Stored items
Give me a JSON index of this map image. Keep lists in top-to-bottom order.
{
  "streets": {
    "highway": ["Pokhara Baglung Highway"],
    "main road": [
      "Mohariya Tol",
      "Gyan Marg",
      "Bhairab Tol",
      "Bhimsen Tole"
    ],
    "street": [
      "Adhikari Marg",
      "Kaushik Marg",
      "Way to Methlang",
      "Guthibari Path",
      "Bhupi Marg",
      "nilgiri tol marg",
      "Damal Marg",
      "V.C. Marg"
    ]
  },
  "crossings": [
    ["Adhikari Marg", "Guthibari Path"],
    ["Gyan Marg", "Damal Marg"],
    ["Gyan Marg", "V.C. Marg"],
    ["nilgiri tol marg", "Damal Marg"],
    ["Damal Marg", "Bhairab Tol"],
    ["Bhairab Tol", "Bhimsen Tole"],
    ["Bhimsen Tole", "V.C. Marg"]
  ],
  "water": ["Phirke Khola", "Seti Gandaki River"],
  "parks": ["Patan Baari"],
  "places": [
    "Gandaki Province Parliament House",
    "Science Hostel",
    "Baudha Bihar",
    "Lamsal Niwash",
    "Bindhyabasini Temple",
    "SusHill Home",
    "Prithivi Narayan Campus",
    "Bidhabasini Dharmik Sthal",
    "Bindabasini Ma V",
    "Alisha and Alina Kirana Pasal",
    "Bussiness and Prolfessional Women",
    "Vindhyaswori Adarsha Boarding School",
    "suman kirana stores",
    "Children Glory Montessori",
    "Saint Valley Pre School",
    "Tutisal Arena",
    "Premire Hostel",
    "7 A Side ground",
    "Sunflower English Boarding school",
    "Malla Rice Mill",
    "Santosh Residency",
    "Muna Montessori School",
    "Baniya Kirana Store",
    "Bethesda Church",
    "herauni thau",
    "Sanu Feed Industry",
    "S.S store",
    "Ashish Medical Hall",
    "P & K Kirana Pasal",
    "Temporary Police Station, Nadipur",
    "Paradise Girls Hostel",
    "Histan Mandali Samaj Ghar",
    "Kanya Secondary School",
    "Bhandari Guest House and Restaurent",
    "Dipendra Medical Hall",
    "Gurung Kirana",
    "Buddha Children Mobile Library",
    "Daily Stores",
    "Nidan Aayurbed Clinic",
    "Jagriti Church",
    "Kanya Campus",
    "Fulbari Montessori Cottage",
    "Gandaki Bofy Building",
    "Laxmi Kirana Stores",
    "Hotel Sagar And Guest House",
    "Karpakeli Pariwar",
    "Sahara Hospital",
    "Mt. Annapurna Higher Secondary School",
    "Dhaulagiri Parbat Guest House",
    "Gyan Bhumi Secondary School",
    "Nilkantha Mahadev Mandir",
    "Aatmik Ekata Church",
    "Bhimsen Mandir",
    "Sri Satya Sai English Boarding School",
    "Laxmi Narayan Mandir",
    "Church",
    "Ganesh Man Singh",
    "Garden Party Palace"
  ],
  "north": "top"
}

Work to be completed:
Output all of the entries, exactly as they are written.

Expected answer:
Give me a JSON index of this map image. Keep lists in top-to-bottom order.
{
  "streets": {
    "highway": ["Pokhara Baglung Highway"],
    "main road": [
      "Mohariya Tol",
      "Gyan Marg",
      "Bhairab Tol",
      "Bhimsen Tole"
    ],
    "street": [
      "Adhikari Marg",
      "Kaushik Marg",
      "Way to Methlang",
      "Guthibari Path",
      "Bhupi Marg",
      "nilgiri tol marg",
      "Damal Marg",
      "V.C. Marg"
    ]
  },
  "crossings": [
    ["Adhikari Marg", "Guthibari Path"],
    ["Gyan Marg", "Damal Marg"],
    ["Gyan Marg", "V.C. Marg"],
    ["nilgiri tol marg", "Damal Marg"],
    ["Damal Marg", "Bhairab Tol"],
    ["Bhairab Tol", "Bhimsen Tole"],
    ["Bhimsen Tole", "V.C. Marg"]
  ],
  "water": ["Phirke Khola", "Seti Gandaki River"],
  "parks": ["Patan Baari"],
  "places": [
    "Gandaki Province Parliament House",
    "Science Hostel",
    "Baudha Bihar",
    "Lamsal Niwash",
    "Bindhyabasini Temple",
    "SusHill Home",
    "Prithivi Narayan Campus",
    "Bidhabasini Dharmik Sthal",
    "Bindabasini Ma V",
    "Alisha and Alina Kirana Pasal",
    "Bussiness and Prolfessional Women",
    "Vindhyaswori Adarsha Boarding School",
    "suman kirana stores",
    "Children Glory Montessori",
    "Saint Valley Pre School",
    "Tutisal Arena",
    "Premire Hostel",
    "7 A Side ground",
    "Sunflower English Boarding school",
    "Malla Rice Mill",
    "Santosh Residency",
    "Muna Montessori School",
    "Baniya Kirana Store",
    "Bethesda Church",
    "herauni thau",
    "Sanu Feed Industry",
    "S.S store",
    "Ashish Medical Hall",
    "P & K Kirana Pasal",
    "Temporary Police Station, Nadipur",
    "Paradise Girls Hostel",
    "Histan Mandali Samaj Ghar",
    "Kanya Secondary School",
    "Bhandari Guest House and Restaurent",
    "Dipendra Medical Hall",
    "Gurung Kirana",
    "Buddha Children Mobile Library",
    "Daily Stores",
    "Nidan Aayurbed Clinic",
    "Jagriti Church",
    "Kanya Campus",
    "Fulbari Montessori Cottage",
    "Gandaki Bofy Building",
    "Laxmi Kirana Stores",
    "Hotel Sagar And Guest House",
    "Karpakeli Pariwar",
    "Sahara Hospital",
    "Mt. Annapurna Higher Secondary School",
    "Dhaulagiri Parbat Guest House",
    "Gyan Bhumi Secondary School",
    "Nilkantha Mahadev Mandir",
    "Aatmik Ekata Church",
    "Bhimsen Mandir",
    "Sri Satya Sai English Boarding School",
    "Laxmi Narayan Mandir",
    "Church",
    "Ganesh Man Singh",
    "Garden Party Palace"
  ],
  "north": "top"
}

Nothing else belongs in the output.